Although our participants needed quite a lot of hands-on support to get going with this setup, it's not quite true that it's harder to use for newcomers to film-making.  Most people can pick up an ipad and start shooting and get something straight away. But once the idea that the idea of control over the camera to get an intentional shot is introduced then it's a less straight-forward comparison.  Having a large, robust rig with more physical controls provides a good opportunity to work with things like focus, exposure and white balance, which even if they're available on smaller devices are often hidden behind touchscreen menu options.  In a sense the equipment itself motivates a more considered approach to shooting and with enthusiasm and appropriate support it can work very well for a group.  It also encourages teamworking, with space for several people collaborate in getting a shot.


The advantages:
  • It's a large, robust setup that enables collaborative film-making.  It works well with groups up to 10 or so if some are being interviewed while others are crewing.
  • The video monitor and headphones help pick up recording issues on the shoot and correct for them, while high recording quality (ie definition and codecs) keep options open in the edit.  We felt this was important for a project which is producing advocacy material for international use.
  • Setting up shots gave our group a lot of time to discuss the content of interviews and coach on and negotiate about what was going to be said next.
  • Options like different lenses, reflectors and lighting and  
  • Several of the teachers we were working with took very naturally to working with this kit, and they could easily form the nucleus of a film-making team in the future.
Issues we've run into
  • The gear is expensive and we couldn't get it insured to be loaned out in the way that the ipad based kits were.
  • Weight - moving all this kit around locally and internationally is a serious undertaking.
  • Shots take time, which means that there needs to be a lot of time available, or that production planning needs to be tight.
  • The complexity of the options available for shooting means that it takes time to get used to using.  It can also be intimidating for participatns to get going.
Conclusions
Higher end kit can have a place in participatory film-making and opens doors for creativity and finer control of outcomes.  It forces more planning and thinking through how things are going to look, but this pays off in the edit. A nice progression was getting participants interested in thinking about film-making and expressing their own ideas with the tablet based kit, and then working together as a group using this gear.  In the end a lot comes out of the particular interests of the participants themselves.

Saturday, 28 March 2015

The finished film

After the amazing day of the screening in which the church at Matindi school was absolutely jam-packed with excited school-children (it must have been 200+ pupils easily), village elders and other local dignitaries, we all returned to the UK. I then spent some time putting the finishing touches to the videos e.g. polishing the sound mix (so that all the interviews were at the right level) and adjusting colour levels. I also created a subtitled version as Julia, my wife and Catcher Media Social producer, said that it wasn't always easy to understand what was being said (after I'd been in Malawi three weeks it all seemed perfectly clear to me) and made a few changes based on feedback from DAPP in Malwai.

So for your enjoyment:

The Film: https://vimeo.com/123403447

The film with subtitles: https://vimeo.com/123427661

and some behind-the-scenes comments: https://vimeo.com/123427662

Please remember these films are under Creative Commons Attribution so please credit the makers and the organisations involved:

This participatory video project is a collaboration between the Open University, Catcher Media Social, Humana People to People and its local member organisation, DAPP Malawi.

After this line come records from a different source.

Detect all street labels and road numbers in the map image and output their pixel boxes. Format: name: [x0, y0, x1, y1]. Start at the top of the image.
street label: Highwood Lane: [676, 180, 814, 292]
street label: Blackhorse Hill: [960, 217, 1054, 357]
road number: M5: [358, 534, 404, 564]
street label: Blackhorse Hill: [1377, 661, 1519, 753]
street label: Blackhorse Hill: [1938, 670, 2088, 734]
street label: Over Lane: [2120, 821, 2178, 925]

This film was made by Gaison Liwonde, Clement Meso, Luciano Mwachilira, Grace Mwakanema, Henry Joseph NG'ombe and Michael Nyondo.

With support from Dr. Alison Buckler and Dr. Chris High from THE OPEN UNIVERSITY, Rick Goldsmith from CATCHER MEDIA SOCIAL, Olga Guerrero from HUMANA PEOPLE TO PEOPLE and Gift Vasco from DAPP MALAWI.

Thursday, 19 March 2015

Saying thanks and leaving things behind

After two days of wrapping up, we packed and heading for the airport on Saturday.  I must admit I've often felt fresher, and I was quite looking forward to the tedium of sitting down and watching Africa slide by underneath.  Thursday was taken up with a morning of prep and then our final workshop, where we discussed a fine cut with the group, did some interviews and then spent some time saying thank you and goodbye properly.

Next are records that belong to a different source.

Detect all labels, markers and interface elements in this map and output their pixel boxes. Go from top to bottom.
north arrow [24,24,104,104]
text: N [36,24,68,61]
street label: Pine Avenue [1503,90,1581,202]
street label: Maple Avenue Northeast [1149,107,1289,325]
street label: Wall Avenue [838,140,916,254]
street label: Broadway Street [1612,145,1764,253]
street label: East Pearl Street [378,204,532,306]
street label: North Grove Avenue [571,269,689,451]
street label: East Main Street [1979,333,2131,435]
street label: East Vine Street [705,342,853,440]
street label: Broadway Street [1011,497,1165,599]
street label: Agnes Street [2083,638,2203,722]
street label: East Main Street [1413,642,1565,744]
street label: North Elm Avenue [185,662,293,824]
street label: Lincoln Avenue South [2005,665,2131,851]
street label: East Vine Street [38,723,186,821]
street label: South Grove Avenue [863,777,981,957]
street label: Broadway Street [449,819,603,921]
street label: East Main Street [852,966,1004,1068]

Letting go is an important part of group work and there're all sorts of things that I think work well. One, asking everyone to help clear up the space they've been working in, wasn't appropriate this time because the workshops were spread over three locations.  Saying good bye and thank you always seems to fit in though, and I took the opportunity to share a tradition from a video course Rick and I ran: T156 - Digital Film School, where we presented students with hero badges for contributions to the course that made it a better place to study.

With this group, we gave them all hero badges and I asked the group to suggest why for each one. It took some of the energy out of the subsequent suggestion that everyone thank everyone else for something specific, but I noticed quite a few hero badges on show the next day.

Friday was more public. I spent the morning at Nasonjo working up a pre-screening for around 150 students and staff.  There was a cheer every time someone they recognised came on the screen - not easy given the amount of light pouring in from overhead, the ad-hoc nature of the screen and the relatively dim battery powered projector. Afterwards there was time to sit and talk to the teachers at the school I hadn't been working with.  They were really sweet and kind and interesting, poking gentle fun at me and each other, and happy to share the spicy potato cakes I'd bought at the Indian shop in town on the way out.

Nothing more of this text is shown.